In 2003 the Japan Foundation became an Independent Administrative Institution, and the Article 3 of the Independent Administrative Institution Japan Foundation Law (2003) states that the Foundation is expected to contribute to:
• a better international environment, and
• the maintenance and development of harmonious foreign relationships with Japan
It is interesting note that the notion of an international environment is much broader than a bi-lateral one, although ‘harmonious foreign relationships with Japan’ may refer to bi-lateral relationships.
These purposes are expected to be achieved through the following measures:
• deepening other nation’s understanding of Japan,
• promoting better mutual understanding among nations, and
• encouraging friendship and goodwill among the peoples of the world
Mutual understanding would imply two-way cultural exchange activities, but under the recent administrative review under the government activities to introduce foreign arts and cultures to Japan were axed.
As for friendship and goodwill among the peoples of the world, these would imply among peoples other than those in Japan, and, in fact, with Japanese catalysts, there are on-going projects towards peace-building among peoples in the world. An international joint theatre production directed by Yukio Ninagawa, a Japanese theatre director, is an example. The production will be performed in three languages, Japanese, Hebrew and Arabic, with a cast comprising actors from three cultures.

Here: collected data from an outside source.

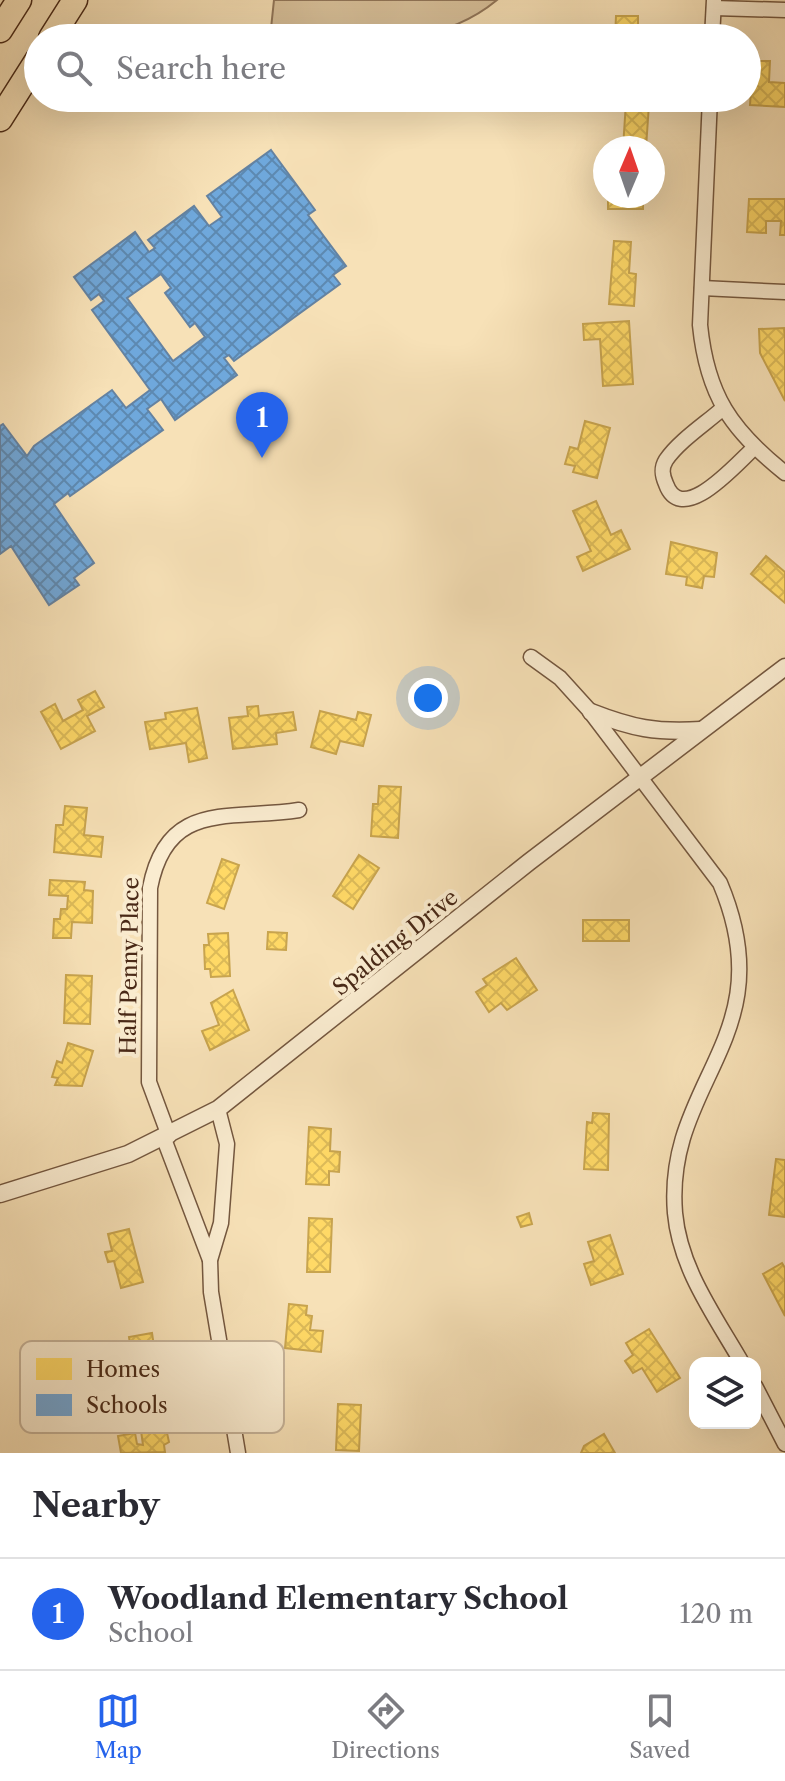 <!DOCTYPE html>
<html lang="en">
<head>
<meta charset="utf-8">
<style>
	:root { --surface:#fff; --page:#f7f7f7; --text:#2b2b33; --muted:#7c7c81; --line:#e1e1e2; --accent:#2563eb }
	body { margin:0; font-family:"Libre Caslon Text",serif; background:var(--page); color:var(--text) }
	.controls { position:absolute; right:24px; bottom:24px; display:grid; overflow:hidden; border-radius:16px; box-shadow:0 8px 32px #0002 }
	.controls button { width:72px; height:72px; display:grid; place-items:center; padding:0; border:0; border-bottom:2px solid var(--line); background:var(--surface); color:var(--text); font:40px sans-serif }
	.compass { position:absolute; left:593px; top:136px; width:72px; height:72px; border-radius:50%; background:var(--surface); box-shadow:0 8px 32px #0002; rotate:2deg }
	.you { position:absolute; left:428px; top:698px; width:28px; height:28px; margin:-20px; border:6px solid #fff; border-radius:50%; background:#1a73e8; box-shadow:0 0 0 12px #1a73e833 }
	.badge { display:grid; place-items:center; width:52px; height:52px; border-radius:50%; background:var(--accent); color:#fff; font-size:26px; font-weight:700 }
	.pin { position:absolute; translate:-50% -66px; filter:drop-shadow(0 2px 4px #0008) }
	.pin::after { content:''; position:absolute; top:42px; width:28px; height:24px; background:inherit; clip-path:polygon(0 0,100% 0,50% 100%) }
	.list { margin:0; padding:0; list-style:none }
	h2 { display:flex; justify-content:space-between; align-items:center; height:104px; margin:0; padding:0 32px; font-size:34px }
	h2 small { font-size:26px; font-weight:400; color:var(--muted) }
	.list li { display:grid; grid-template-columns:52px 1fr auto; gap:24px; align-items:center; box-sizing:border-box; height:112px; padding:0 32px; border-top:2px solid var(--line) }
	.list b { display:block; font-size:30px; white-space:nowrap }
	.list p { margin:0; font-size:26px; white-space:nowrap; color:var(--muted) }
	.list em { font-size:26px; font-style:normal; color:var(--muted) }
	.icon { flex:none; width:44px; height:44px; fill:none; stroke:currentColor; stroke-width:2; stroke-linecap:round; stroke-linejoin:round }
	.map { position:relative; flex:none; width:785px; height:1453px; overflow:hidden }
	.search { position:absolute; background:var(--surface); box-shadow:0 8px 32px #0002; left:24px; right:24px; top:24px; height:88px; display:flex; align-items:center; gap:20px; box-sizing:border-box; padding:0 28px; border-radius:44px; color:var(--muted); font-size:30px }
	.sheet { height:216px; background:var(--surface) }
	nav { display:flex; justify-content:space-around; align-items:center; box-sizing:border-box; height:112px; border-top:2px solid var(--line); background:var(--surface); font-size:22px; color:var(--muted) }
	nav a { display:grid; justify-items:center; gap:4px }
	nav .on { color:var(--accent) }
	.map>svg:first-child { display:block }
	.green { fill:#d9c29c; stroke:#91765a; stroke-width:2 }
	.homes { fill:url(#homes-cross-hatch); stroke:#c8a44e; stroke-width:2 }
	.schools { fill:url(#schools-cross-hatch); stroke:#6482a1; stroke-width:2; fill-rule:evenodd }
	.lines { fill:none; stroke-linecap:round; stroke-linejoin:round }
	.minor-casing { stroke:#74573f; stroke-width:17 }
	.tertiary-casing { stroke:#74573f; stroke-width:19 }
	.motorway-casing { stroke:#492917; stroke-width:27 }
	.minor { stroke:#faecd0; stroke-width:14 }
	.tertiary { stroke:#faecd0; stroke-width:16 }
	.motorway { stroke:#f7e1b7; stroke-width:24 }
	.labels { text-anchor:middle; stroke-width:8; stroke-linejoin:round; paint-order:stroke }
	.street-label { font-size:22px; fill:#492917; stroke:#faecd0 }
	.key { fill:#faecd0; stroke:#c5b298; stroke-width:2 }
	.key-label { font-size:22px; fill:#492917 }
</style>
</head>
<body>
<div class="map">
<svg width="785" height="1453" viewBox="0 0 785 1453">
	<defs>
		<pattern id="homes-cross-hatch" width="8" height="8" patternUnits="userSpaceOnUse" patternTransform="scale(2)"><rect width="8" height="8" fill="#ffd966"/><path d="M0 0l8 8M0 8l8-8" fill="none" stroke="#dcba58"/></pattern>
		<pattern id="schools-cross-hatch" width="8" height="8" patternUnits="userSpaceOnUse" patternTransform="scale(2)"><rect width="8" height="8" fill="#6fa8dc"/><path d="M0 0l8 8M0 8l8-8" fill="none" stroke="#5d89b1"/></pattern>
	</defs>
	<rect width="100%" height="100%" fill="#f7e1b7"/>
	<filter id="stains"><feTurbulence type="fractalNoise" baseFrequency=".0025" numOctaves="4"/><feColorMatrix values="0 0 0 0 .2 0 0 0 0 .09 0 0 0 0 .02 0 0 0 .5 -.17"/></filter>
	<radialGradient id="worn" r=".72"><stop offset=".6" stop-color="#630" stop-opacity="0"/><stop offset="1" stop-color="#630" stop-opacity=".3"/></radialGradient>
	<!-- green -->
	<path class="green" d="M274 0H497C432 54 350 38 270 38Z"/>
	<!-- homes -->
	<g class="homes">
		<polygon points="616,16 638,16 638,38 615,38"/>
		<polygon points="753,61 770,61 769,82 785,83 785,107 750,105"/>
		<polygon points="626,102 649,104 646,148 623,148"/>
		<rect x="608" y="196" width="35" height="13"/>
		<polygon points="749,199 785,199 785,235 780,235 781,221 766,221 766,233 747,232"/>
		<polygon points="614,241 631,242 629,273 636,274 634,306 609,304"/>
		<polygon points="629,321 633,384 603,386 600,339 584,340 583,324"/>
		<polygon points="784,328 785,339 785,401 760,353 759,329"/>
		<polygon points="585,421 610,428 597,478 573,472 575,466 565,464 570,447 578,449"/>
		<polygon points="596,501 611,535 621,530 630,549 583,571 577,557 591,551 573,511"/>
		<polygon points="671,542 717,553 714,577 704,576 702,588 686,585 687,577 666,574"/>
		<polygon points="766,556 785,572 785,603 751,574"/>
		<polygon points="95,691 104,707 87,716 95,731 61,749 41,712 55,704 63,721 83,710 78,700"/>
		<polygon points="258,706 259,716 293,712 296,730 276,733 277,744 233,749 229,718 248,716 247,707"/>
		<polygon points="197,708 207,758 189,762 186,743 150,749 145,722 166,719 165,713"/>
		<polygon points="320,711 356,720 358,712 371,715 363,746 340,741 336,754 311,747"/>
		<polygon points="379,786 401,787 398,838 371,836 373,804 378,804"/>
		<polygon points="65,806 87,808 84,835 103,837 101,857 54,852 56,825 63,825"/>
		<polygon points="359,855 379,868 353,909 333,896"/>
		<polygon points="222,859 239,865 224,909 207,903"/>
		<polygon points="50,880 85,882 84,890 93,891 92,923 72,922 71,938 53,938 54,919 60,919 61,909 67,909 68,896 49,895"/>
		<rect x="583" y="920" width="46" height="21"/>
		<polygon points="268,932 287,933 286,950 267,949"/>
		<polygon points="228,933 230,976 211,977 210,969 205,969 204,945 209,945 208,934"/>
		<polygon points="516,958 537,990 507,1010 501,1003 489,1012 476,992 487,985 483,979"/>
		<polygon points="66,975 92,976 90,1024 64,1023"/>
		<polygon points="233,990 249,1030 210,1050 202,1031 219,1025 211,1003"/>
		<polygon points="68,1043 93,1051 82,1086 55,1085 58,1078 52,1077 57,1061 62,1063"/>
		<polygon points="593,1113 609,1114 608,1170 584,1169 587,1122 592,1123"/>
		<polygon points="309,1127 331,1129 330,1151 340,1152 339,1172 329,1171 329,1185 306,1184"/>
		<polygon points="776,1159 785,1160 785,1217 769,1215"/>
		<polygon points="529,1213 532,1224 521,1227 517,1217"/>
		<polygon points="309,1218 332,1219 330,1272 307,1272"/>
		<polygon points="129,1229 143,1282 121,1288 114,1261 108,1262 105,1252 112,1251 108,1234"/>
		<polygon points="610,1235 623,1274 591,1285 584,1264 594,1261 588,1242"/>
		<polygon points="782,1263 785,1268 785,1316 763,1274"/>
		<polygon points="289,1304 307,1306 306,1315 312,1316 310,1330 323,1331 321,1352 285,1348"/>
		<polygon points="649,1329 680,1378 657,1392 642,1368 633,1373 625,1361 633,1355 626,1343"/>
		<polygon points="152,1333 157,1367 162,1367 163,1378 134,1383 132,1371 124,1372 122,1356 132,1355 129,1337"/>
		<polygon points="338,1404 361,1405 359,1451 336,1450"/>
		<polygon points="161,1406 169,1442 164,1445 165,1452 121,1453 118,1436 135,1433 137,1444 143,1445 138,1409"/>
		<polygon points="604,1434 615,1453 581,1453 584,1446"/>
	</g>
	<!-- schools -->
	<path class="schools" d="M271 150 315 210 308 215 346 266 333 275 340 284 234 361 229 355 224 358 237 375 175 420 161 399 147 409 163 430 70 496 68 493 54 504 94 563 74 578 79 585 49 605 11 546 0 554V426L3 424 27 456 34 446 112 390 126 408 150 390 92 310 104 301 99 294 91 300 74 277 135 232 149 252 155 248 148 240 194 206 209 226 222 217 207 196ZM161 274 171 288 165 293 190 327 195 323 205 337 173 361 127 298Z"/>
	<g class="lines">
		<defs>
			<g id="minor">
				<polyline points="714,8 785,10"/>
				<polyline points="712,38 714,0"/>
				<path d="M710 98 700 325C707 395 731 430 785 473"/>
				<polyline points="702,288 785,292"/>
				<path d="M722 409C705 424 679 441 666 460 661 468 662 475 666 484 682 528 737 463 754 448"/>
				<path d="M531 657 560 678 589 710 720 883C785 1037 664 1080 675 1213 680 1269 715 1316 742 1363"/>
				<polyline points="218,1109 227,1144 221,1223 210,1260 211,1292 238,1453"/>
				<path d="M169 1136 149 1082 150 888C167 799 230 821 299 810"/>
				<polyline points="164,1139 210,1260"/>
				<polyline points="755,1386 785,1444"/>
			</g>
			<g id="tertiary">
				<path d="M591 712C632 728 656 733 701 730"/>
				<polyline points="0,1194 128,1154 218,1109 529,862 785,667"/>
			</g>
			<g id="motorway">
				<polyline points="0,30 19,0"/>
				<polyline points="51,38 75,0"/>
				<polyline points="0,119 38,59"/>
			</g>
		</defs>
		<!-- minor casing -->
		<use href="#minor" class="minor-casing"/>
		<!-- tertiary casing -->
		<use href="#tertiary" class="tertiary-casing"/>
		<!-- motorway casing -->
		<use href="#motorway" class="motorway-casing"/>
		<!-- minor -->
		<use href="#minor" class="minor"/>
		<!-- tertiary -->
		<use href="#tertiary" class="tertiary"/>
		<!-- motorway -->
		<use href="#motorway" class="motorway"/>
	</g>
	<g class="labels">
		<!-- street labels -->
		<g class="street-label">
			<text transform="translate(395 942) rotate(-39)" y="8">Spalding Drive</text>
			<text transform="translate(129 966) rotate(-89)" y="8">Half Penny Place</text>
		</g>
	</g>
	<!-- legend -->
	<rect x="20" y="1341" width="264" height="92" rx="12" class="key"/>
	<rect x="36" y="1358" width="36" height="22" fill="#ffd966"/>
	<rect x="36" y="1394" width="36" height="22" fill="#6fa8dc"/>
	<g class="key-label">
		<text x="86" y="1377">Homes</text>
		<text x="86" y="1413">Schools</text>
	</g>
	<rect width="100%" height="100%" filter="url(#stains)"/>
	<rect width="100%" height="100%" fill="url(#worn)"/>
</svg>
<div class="controls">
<button><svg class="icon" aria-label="layers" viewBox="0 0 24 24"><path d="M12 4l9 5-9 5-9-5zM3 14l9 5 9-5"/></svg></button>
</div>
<svg class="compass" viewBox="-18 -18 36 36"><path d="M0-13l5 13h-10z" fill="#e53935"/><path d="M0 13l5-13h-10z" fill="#7c7c81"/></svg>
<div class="you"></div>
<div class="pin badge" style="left:262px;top:458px">1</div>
<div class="search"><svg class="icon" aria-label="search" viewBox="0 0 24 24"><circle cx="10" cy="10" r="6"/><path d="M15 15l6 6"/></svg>Search here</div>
</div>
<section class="sheet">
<h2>Nearby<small></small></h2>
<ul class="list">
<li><span class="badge">1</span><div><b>Woodland Elementary School</b><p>School</p></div><em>120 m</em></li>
</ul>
</section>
<nav>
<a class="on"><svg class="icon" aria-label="map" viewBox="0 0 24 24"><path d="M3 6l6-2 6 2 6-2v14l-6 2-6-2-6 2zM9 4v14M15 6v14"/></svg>Map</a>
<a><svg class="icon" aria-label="directions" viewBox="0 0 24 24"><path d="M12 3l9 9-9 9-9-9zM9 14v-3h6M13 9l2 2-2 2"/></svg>Directions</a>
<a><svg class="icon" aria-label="saved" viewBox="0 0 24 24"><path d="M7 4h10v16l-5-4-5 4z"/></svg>Saved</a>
</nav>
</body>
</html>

Currently, the Japan Foundation is engaged in three main activities: Japanese Language Education Overseas; Arts & Culture; and Japanese Studies & Intellectual Exchange. Arts & Culture accounts for 42% of the budget for Europe. Compared with its counterparts such as the British Council and the Goethe Institute, the Japan Foundation is rather small in terms of budget (in 100 million yen): Japan Foundation, 156; Goethe Institute, 333; and British Council, 972, and staff number: Japan Foundation, 384; Goethe Institute, 2,803; British Council, 5,197. The staff number of the Foundation has remained the same and the budget has decreased for the past decade.
Following the Great East Japan Earthquake of March 2011, the Japan Foundation organised the participation of the Deer Dance from Tohoku (East Japan) in the Thames Festival this year. The participants told afterwards that performing in the Tames Festival gave them confidence in the importance of preserving their dance and hence the hope for the future. Such an empowering aspect of international cultural exchange may not have been well envisaged when the Foundation was established 40 years ago.